そこで林さんは職員にまずは「自分」を知ってもらうことから始めた。ダイエー再建時に各店舗を回ったように、横浜市の施設や職場をそれぞれ訪問して職員と話をした。

「市長といえども完璧な人間ではないのですから、これはわからない、だから教えてくださいねという気持ちを持つべきです。私はわからないことはわからないと言うし、助けてもらったら本心から部下の方々に『ありがとうございます』とお礼を言う。

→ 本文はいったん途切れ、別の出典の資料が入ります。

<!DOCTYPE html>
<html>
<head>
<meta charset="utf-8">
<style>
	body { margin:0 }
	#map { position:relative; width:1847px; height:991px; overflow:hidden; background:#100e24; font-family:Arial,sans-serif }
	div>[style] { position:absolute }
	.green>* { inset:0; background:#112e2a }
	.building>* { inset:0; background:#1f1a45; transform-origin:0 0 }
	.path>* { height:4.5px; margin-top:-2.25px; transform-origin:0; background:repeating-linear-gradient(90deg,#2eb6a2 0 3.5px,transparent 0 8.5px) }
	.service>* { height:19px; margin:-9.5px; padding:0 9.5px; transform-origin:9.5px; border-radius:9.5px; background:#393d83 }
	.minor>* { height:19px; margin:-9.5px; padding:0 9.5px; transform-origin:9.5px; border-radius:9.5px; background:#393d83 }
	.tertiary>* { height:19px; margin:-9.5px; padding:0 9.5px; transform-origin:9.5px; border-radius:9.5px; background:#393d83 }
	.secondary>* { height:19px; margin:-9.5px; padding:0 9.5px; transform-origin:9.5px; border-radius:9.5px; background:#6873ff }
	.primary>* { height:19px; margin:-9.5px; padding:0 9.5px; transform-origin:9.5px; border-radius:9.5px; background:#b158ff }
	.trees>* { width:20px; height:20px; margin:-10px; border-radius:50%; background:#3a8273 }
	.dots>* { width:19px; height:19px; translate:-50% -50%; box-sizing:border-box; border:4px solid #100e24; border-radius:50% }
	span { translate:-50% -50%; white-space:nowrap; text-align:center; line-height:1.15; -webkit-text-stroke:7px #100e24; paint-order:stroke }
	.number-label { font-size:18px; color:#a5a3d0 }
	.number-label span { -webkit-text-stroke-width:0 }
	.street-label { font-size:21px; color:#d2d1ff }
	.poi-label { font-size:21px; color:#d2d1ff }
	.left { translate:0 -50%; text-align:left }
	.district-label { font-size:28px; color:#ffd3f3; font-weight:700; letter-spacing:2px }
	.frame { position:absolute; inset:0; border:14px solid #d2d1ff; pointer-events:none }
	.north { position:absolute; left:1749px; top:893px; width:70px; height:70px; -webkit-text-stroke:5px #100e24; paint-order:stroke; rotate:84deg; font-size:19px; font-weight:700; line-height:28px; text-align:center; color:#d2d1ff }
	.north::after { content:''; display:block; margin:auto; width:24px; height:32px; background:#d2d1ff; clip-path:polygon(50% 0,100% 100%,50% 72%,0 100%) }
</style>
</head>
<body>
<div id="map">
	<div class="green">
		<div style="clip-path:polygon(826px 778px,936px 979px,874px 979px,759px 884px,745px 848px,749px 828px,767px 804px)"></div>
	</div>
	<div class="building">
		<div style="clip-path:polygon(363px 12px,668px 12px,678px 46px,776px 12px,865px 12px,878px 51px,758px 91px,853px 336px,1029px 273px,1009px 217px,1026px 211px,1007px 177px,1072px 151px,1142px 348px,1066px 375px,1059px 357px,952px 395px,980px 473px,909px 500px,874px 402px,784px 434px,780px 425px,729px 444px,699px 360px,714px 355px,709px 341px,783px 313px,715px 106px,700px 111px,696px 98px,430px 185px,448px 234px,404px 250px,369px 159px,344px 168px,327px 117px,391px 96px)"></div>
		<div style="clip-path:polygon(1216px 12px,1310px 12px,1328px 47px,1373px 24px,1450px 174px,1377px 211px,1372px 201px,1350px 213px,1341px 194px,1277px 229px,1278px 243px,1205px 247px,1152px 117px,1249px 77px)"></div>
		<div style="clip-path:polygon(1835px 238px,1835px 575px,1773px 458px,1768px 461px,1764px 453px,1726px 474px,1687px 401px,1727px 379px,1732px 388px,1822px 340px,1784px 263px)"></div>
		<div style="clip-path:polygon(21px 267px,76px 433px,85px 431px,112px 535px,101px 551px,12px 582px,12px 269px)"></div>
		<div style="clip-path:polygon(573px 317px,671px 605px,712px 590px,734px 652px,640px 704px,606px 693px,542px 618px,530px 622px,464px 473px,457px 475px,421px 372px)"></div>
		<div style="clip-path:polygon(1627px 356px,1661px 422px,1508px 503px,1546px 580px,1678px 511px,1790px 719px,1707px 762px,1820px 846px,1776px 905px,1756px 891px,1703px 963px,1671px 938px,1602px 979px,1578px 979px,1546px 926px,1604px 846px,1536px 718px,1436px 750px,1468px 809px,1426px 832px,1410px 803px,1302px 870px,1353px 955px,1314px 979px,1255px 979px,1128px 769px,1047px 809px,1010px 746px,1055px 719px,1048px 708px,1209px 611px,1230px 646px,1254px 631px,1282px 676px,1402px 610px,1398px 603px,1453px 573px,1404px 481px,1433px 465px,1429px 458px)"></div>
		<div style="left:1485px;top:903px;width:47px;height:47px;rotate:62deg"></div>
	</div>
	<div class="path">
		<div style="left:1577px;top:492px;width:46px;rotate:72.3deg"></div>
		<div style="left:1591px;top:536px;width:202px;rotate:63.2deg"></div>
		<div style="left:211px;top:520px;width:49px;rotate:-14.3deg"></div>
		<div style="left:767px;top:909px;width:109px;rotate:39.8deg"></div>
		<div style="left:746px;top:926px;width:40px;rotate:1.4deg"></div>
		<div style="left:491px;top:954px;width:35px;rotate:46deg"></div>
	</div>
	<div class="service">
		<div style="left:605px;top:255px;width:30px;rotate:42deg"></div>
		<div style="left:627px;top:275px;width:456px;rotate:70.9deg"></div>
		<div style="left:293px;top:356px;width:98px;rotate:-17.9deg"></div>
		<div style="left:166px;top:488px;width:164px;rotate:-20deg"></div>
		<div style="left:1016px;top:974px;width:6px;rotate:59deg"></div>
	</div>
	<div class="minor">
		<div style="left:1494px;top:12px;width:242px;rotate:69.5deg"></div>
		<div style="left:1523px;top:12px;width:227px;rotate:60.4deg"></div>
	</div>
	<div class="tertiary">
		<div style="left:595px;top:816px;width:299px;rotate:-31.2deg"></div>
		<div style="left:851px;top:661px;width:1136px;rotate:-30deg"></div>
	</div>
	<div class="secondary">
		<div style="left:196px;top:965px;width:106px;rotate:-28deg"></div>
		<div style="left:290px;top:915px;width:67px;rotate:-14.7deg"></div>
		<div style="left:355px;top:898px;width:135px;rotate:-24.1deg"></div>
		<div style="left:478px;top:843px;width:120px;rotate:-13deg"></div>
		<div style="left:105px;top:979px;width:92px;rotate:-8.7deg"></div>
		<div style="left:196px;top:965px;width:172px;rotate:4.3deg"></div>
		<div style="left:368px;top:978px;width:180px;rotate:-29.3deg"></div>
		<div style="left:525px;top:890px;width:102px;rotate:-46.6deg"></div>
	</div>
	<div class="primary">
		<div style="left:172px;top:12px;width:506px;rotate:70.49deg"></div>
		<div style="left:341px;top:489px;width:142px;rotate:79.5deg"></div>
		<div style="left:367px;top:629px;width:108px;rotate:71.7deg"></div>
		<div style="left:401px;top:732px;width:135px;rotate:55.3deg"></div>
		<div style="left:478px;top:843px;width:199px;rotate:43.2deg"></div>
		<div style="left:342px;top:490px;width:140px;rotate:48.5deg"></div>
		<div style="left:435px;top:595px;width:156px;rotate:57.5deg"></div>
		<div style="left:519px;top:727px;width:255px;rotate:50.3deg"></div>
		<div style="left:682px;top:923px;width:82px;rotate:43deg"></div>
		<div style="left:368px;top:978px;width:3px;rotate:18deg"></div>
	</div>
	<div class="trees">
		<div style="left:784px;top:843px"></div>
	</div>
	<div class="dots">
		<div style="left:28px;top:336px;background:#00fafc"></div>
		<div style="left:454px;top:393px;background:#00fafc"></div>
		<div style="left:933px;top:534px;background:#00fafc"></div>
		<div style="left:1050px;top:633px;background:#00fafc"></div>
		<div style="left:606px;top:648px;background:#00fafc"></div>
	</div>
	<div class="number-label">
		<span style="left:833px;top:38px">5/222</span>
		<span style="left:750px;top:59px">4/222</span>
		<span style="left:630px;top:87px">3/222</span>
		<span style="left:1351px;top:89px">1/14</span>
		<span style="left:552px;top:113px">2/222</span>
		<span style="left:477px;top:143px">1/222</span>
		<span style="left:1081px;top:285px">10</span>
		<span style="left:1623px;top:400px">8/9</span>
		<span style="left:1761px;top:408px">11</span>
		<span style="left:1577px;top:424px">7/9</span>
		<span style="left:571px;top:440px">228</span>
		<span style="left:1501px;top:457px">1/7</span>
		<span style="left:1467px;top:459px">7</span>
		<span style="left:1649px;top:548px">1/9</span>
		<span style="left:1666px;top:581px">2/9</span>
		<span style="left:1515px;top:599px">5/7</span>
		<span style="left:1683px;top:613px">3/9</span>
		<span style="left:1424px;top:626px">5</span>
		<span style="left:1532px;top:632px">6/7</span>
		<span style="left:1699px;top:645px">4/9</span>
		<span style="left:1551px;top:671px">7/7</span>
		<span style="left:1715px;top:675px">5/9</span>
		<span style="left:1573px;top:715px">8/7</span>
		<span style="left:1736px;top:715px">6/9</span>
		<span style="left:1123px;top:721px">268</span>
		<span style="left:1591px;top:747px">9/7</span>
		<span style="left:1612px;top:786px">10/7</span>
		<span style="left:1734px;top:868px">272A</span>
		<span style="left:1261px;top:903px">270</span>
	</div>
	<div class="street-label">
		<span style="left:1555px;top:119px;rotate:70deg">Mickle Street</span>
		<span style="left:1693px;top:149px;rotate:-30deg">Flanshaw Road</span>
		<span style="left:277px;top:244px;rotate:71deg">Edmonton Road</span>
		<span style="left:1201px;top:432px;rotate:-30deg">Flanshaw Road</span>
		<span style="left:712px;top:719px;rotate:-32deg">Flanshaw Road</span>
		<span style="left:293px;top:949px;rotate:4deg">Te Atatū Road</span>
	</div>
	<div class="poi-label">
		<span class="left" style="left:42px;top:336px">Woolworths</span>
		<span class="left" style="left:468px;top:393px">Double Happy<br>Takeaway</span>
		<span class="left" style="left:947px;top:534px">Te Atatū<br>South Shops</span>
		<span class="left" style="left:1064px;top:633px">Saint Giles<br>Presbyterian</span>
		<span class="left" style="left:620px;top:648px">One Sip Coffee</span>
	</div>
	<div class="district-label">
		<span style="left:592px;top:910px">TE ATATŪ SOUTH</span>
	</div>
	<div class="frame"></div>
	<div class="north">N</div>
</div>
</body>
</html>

ところがリーダーシップを取る人は完璧でなくてはならないと思い込み、弱みは見せられないと虚勢を張りがちなんです」

ではどうすれば人を動かす心配りができるのだろう。

「まず相手が何を望んでいるか考えて実行することです。でも多くの方がそれをやらない。挨拶1つしない方が多いです。だから気配りの第1歩は丁寧で誠実な挨拶をして、お会いできてうれしいという気持ちを伝えることから始めてはどうでしょう。挨拶をするとき、相手が喜ぶ話題を振ったほうがいいといった営業スキルのようなものは確かにありますが、それ以前の部分にきちんと取り組むほうが大切だと思うんです」

第1歩を踏み出した後、さらに力をつけるためには、「若い方なら本を読み、人と会って、自分を磨くことをおすすめします。本当の気配りは人間性からにじみ出てくるものだから」。

そうアドバイスを受けてもなかなか実行に移せない人がいるかもしれない。1日100軒の顧客の家を回った林さんは、なぜそのような行動力を身につけることができたのだろうか。

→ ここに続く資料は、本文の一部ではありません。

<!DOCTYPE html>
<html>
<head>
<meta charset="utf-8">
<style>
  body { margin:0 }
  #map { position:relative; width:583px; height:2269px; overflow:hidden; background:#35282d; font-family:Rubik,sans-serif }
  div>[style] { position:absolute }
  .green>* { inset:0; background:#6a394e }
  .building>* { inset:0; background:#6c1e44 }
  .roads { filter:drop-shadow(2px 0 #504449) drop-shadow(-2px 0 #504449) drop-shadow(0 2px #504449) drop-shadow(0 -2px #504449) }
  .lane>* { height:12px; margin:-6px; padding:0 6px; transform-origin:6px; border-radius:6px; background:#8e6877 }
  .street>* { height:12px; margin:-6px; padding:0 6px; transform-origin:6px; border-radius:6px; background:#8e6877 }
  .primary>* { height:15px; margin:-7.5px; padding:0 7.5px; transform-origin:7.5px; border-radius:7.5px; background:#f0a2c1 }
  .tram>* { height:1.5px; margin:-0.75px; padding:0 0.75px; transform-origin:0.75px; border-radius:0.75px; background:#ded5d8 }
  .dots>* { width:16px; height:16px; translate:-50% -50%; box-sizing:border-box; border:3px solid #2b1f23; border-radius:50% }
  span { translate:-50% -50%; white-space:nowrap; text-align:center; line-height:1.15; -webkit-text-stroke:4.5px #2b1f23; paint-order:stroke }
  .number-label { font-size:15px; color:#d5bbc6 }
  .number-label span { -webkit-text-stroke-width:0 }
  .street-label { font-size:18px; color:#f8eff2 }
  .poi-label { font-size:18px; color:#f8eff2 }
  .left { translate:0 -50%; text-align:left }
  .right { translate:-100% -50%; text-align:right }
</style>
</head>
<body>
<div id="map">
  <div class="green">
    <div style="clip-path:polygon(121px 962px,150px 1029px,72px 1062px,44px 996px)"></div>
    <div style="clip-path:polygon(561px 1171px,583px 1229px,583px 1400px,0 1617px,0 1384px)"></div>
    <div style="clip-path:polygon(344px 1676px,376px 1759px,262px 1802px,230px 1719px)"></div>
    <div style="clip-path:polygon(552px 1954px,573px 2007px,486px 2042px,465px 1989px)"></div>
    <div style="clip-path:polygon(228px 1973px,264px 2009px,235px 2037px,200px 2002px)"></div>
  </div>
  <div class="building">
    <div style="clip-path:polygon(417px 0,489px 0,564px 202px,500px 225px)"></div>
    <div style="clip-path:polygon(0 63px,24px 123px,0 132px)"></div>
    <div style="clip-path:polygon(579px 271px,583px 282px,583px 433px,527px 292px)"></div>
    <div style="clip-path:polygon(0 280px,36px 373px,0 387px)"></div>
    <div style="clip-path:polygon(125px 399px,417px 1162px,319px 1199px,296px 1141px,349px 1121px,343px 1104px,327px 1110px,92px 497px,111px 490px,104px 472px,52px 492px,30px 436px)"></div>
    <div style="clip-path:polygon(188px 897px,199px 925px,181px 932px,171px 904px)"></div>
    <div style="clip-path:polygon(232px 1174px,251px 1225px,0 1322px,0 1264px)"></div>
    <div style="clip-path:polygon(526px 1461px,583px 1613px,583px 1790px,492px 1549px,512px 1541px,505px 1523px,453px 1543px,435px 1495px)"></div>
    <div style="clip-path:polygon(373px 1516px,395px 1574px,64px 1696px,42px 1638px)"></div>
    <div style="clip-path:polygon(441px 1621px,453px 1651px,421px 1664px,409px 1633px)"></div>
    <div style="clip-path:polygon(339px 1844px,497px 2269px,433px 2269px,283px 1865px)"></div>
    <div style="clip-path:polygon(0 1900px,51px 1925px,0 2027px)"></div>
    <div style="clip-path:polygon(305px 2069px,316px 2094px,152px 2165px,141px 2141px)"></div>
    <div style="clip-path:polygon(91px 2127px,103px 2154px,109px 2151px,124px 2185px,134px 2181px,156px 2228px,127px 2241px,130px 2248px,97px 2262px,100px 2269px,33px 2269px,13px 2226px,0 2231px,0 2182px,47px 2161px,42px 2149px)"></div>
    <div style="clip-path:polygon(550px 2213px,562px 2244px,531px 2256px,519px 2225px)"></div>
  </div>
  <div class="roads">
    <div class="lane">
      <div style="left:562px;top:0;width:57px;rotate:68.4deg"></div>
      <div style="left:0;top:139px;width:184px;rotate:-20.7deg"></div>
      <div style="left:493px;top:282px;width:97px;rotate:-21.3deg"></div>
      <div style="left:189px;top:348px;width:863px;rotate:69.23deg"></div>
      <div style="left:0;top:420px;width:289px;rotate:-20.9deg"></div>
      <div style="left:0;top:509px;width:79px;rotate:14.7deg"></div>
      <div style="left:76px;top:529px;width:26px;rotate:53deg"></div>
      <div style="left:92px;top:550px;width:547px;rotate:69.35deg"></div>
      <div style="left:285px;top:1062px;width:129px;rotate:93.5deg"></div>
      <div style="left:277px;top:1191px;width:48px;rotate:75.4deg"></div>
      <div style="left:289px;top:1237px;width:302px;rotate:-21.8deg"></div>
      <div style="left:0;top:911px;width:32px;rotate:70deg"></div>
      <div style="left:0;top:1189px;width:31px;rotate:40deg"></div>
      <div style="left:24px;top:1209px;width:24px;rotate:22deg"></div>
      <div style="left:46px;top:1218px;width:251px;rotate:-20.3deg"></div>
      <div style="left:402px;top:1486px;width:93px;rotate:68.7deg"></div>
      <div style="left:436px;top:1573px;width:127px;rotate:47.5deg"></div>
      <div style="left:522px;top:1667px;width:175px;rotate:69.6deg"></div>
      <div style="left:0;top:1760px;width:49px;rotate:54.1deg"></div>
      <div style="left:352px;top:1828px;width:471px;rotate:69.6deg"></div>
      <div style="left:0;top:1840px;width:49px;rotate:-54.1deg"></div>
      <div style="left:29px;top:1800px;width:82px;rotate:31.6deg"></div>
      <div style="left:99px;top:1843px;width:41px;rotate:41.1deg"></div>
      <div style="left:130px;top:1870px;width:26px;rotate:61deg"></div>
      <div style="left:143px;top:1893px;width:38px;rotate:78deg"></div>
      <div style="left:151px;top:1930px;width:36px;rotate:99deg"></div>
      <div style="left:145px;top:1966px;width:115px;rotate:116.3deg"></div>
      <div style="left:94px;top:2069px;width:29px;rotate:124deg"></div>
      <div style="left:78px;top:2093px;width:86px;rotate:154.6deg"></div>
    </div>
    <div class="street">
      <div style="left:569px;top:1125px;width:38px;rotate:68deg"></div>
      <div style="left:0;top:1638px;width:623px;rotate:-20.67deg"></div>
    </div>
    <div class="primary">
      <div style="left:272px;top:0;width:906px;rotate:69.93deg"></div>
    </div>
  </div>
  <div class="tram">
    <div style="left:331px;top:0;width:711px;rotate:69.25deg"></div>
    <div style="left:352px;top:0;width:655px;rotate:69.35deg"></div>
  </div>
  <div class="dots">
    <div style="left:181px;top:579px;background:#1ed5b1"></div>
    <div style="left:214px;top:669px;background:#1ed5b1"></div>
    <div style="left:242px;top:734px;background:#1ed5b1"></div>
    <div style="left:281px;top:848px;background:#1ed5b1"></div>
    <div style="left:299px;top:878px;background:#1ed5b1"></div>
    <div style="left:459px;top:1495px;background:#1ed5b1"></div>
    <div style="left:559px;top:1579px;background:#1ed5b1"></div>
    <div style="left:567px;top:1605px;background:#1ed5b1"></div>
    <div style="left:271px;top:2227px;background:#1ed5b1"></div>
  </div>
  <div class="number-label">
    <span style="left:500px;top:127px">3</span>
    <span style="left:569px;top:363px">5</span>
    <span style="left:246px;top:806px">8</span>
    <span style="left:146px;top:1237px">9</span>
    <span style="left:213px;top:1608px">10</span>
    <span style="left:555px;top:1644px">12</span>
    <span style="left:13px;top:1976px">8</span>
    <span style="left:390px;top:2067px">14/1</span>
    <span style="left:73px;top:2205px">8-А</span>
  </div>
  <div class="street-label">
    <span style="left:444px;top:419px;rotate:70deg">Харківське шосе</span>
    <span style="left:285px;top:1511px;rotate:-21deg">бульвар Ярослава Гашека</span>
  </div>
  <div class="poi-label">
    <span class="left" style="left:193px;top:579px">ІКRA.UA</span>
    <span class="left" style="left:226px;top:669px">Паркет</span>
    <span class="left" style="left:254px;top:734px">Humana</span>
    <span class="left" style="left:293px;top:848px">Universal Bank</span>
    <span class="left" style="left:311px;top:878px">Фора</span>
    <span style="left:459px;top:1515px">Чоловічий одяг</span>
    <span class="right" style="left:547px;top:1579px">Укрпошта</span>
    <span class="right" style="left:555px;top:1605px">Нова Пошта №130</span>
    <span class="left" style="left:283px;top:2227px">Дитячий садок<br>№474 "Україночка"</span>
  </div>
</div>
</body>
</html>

「無理に人に会うという姿勢では苦しいだけだと思います。お互いの出会いを享受するというか、出会いを楽しむという姿勢で臨めるといいですね。周囲の人に対して心を配るというのは本当はとても楽しいことです。だから相手の方に喜んでもらったら、喜んでもらえたことをうんとかみしめていただきたい。よかった、よかった、今日、喜んでもらえたと反芻してください。それがとても大事です。相手のために一方的に尽くしても続きません。双方が幸せになることが必要です。そこで私は『おもてなし』の気持ちが大切だと思うのです」

2009年9月1日、横浜市役所に初登庁した新市長は「おもてなしの精神で行政サービスを行っていきたい」と、やや緊張した面持ちで抱負を語った。1年が経過した今、市役所におもてなし精神が浸透してきた。

「お稽古事は、いくら練習してもなかなかできない時期があります。ですが、もうだめだと思っても練習を続けていると、ある日、ポンとできてしまう。それとよく似ていて、1年が経って氷解するように、フッと職員の皆さんの心が開いてくれました。市民の皆さんからは市役所の空気が変わったという声をいただきました」

気配りの気持ちは、人々の心を動かす力を持っている。